Segment Open

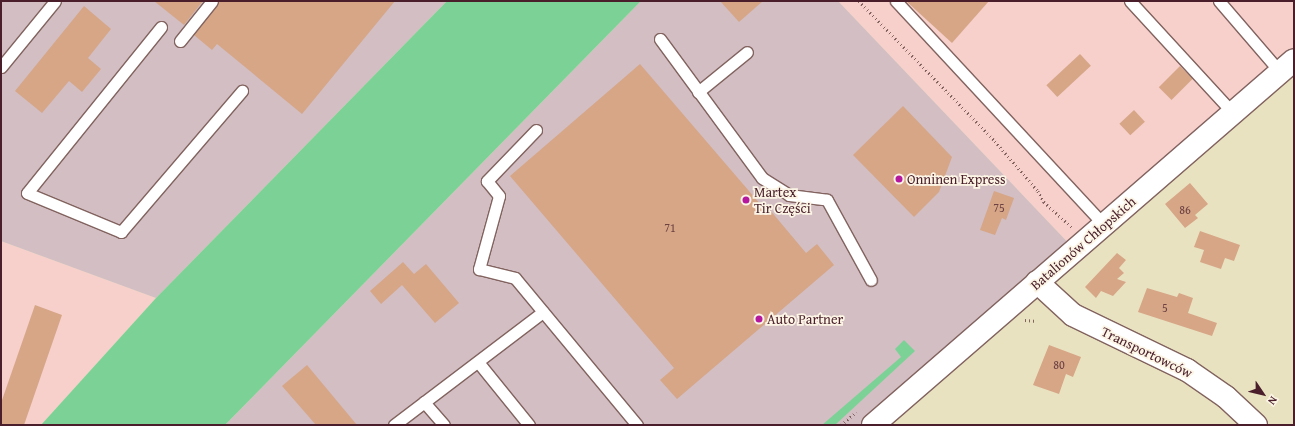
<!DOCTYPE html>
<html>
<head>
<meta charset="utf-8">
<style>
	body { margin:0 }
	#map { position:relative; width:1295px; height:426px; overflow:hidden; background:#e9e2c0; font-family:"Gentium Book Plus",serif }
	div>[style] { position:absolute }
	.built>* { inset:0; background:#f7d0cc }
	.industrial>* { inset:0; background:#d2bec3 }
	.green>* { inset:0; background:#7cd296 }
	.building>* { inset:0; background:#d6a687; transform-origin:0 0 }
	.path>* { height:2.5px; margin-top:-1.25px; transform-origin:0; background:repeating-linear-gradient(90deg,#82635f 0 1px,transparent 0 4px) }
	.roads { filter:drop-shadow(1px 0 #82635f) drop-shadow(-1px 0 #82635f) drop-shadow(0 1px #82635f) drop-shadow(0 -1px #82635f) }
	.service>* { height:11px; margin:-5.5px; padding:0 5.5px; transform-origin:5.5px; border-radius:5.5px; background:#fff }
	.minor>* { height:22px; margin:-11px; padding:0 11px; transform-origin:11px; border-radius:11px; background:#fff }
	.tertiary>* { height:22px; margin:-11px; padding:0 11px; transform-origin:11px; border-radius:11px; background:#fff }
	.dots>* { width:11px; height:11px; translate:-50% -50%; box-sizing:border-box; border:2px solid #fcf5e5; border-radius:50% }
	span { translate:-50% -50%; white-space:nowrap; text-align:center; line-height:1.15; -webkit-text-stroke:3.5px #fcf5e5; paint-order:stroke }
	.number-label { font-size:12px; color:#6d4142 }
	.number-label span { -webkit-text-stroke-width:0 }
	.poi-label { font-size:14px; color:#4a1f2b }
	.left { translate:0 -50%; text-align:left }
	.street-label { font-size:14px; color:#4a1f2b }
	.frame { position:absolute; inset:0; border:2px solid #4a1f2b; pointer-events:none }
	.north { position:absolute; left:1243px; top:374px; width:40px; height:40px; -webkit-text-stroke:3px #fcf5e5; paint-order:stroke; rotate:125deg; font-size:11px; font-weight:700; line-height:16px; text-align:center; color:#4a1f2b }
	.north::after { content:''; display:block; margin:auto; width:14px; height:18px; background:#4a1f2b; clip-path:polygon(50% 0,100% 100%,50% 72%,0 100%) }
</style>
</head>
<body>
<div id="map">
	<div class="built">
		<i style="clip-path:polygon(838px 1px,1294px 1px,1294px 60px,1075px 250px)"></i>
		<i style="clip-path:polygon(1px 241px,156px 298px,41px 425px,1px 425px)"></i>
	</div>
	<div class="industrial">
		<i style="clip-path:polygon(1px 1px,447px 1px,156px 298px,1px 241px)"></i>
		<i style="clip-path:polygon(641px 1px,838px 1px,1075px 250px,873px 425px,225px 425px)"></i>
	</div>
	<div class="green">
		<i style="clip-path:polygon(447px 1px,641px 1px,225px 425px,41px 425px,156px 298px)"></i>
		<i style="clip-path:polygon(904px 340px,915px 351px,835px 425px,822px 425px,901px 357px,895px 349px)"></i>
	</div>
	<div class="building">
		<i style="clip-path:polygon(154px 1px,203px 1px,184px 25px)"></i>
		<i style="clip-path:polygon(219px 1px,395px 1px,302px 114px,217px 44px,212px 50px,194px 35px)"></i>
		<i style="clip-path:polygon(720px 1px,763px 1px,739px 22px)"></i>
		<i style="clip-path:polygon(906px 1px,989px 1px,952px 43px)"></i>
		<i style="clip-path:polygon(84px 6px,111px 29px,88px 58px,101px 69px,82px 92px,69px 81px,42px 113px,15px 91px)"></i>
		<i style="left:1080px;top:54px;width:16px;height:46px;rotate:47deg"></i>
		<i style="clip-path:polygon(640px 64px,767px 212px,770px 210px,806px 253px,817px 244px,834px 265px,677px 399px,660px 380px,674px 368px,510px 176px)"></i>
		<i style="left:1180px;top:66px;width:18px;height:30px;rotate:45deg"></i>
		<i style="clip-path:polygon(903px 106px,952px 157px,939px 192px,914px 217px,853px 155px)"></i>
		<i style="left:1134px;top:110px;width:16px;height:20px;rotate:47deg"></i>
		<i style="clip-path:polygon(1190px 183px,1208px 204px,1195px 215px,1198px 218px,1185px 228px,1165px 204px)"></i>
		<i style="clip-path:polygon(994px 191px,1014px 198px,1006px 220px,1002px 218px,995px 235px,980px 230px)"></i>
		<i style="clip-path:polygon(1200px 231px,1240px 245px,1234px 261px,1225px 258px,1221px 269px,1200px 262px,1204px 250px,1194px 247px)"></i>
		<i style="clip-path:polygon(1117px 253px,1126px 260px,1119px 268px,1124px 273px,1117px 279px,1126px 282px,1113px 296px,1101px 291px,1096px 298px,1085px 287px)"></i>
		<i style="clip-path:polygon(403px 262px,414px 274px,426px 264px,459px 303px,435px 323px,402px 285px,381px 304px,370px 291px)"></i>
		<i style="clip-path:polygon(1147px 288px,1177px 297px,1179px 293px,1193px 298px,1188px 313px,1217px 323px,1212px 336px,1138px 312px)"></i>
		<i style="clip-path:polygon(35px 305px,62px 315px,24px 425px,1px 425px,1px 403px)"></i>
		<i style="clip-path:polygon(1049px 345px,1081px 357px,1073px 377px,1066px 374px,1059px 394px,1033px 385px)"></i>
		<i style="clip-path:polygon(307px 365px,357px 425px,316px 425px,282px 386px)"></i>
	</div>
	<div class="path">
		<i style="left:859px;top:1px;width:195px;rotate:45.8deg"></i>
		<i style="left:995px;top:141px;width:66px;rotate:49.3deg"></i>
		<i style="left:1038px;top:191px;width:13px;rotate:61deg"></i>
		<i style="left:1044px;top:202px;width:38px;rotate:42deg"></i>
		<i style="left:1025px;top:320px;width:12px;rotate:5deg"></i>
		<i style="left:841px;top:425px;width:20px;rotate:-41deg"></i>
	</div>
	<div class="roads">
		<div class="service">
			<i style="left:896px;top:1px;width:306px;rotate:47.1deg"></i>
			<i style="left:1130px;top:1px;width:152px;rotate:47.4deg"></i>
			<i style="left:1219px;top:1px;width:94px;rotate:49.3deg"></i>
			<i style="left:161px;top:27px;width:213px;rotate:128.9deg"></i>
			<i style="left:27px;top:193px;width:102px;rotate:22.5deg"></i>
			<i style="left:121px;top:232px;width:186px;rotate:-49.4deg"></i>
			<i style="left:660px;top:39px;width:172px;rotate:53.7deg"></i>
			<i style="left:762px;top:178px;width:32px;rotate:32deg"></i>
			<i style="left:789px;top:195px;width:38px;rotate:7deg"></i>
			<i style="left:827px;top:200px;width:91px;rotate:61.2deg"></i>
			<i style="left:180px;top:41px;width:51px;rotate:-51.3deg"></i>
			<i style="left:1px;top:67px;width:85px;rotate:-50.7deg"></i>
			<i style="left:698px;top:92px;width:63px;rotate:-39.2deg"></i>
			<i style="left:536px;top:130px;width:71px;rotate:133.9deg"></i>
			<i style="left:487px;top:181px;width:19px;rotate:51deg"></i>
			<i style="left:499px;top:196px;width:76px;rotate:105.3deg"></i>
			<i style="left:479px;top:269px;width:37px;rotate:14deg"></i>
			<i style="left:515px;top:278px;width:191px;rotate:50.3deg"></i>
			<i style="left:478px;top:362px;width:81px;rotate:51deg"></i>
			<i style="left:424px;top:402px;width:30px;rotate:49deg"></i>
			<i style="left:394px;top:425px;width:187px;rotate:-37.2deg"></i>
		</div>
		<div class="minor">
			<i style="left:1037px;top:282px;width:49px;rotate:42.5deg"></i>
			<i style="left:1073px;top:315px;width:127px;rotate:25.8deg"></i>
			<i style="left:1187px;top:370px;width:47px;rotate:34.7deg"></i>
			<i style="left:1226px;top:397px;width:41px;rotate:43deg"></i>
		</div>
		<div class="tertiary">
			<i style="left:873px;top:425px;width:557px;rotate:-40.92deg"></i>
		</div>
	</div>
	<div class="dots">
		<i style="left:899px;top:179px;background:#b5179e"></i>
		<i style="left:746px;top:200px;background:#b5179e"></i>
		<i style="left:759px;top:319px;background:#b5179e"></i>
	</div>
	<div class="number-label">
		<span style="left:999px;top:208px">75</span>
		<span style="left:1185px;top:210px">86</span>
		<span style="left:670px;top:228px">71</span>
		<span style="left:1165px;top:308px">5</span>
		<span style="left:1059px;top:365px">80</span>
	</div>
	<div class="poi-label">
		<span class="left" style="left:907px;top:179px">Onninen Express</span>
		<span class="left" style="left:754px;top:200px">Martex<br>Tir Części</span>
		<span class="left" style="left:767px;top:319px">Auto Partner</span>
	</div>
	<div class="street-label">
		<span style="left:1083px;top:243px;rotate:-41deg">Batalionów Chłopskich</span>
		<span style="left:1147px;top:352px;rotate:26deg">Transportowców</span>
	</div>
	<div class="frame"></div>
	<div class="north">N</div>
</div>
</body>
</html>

Segment Closed

▸ EXERCISE PROMPT:
Every line from the start of the material through the line containing "height:2.5px; margin-top:-1.25px; transform-origin:0;" is needed exactly as written; the pictures are not.

▸ RESULT OF THIS EXERCISE:
<!DOCTYPE html>
<html>
<head>
<meta charset="utf-8">
<style>
	body { margin:0 }
	#map { position:relative; width:1295px; height:426px; overflow:hidden; background:#e9e2c0; font-family:"Gentium Book Plus",serif }
	div>[style] { position:absolute }
	.built>* { inset:0; background:#f7d0cc }
	.industrial>* { inset:0; background:#d2bec3 }
	.green>* { inset:0; background:#7cd296 }
	.building>* { inset:0; background:#d6a687; transform-origin:0 0 }
	.path>* { height:2.5px; margin-top:-1.25px; transform-origin:0; background:repeating-linear-gradient(90deg,#82635f 0 1px,transparent 0 4px) }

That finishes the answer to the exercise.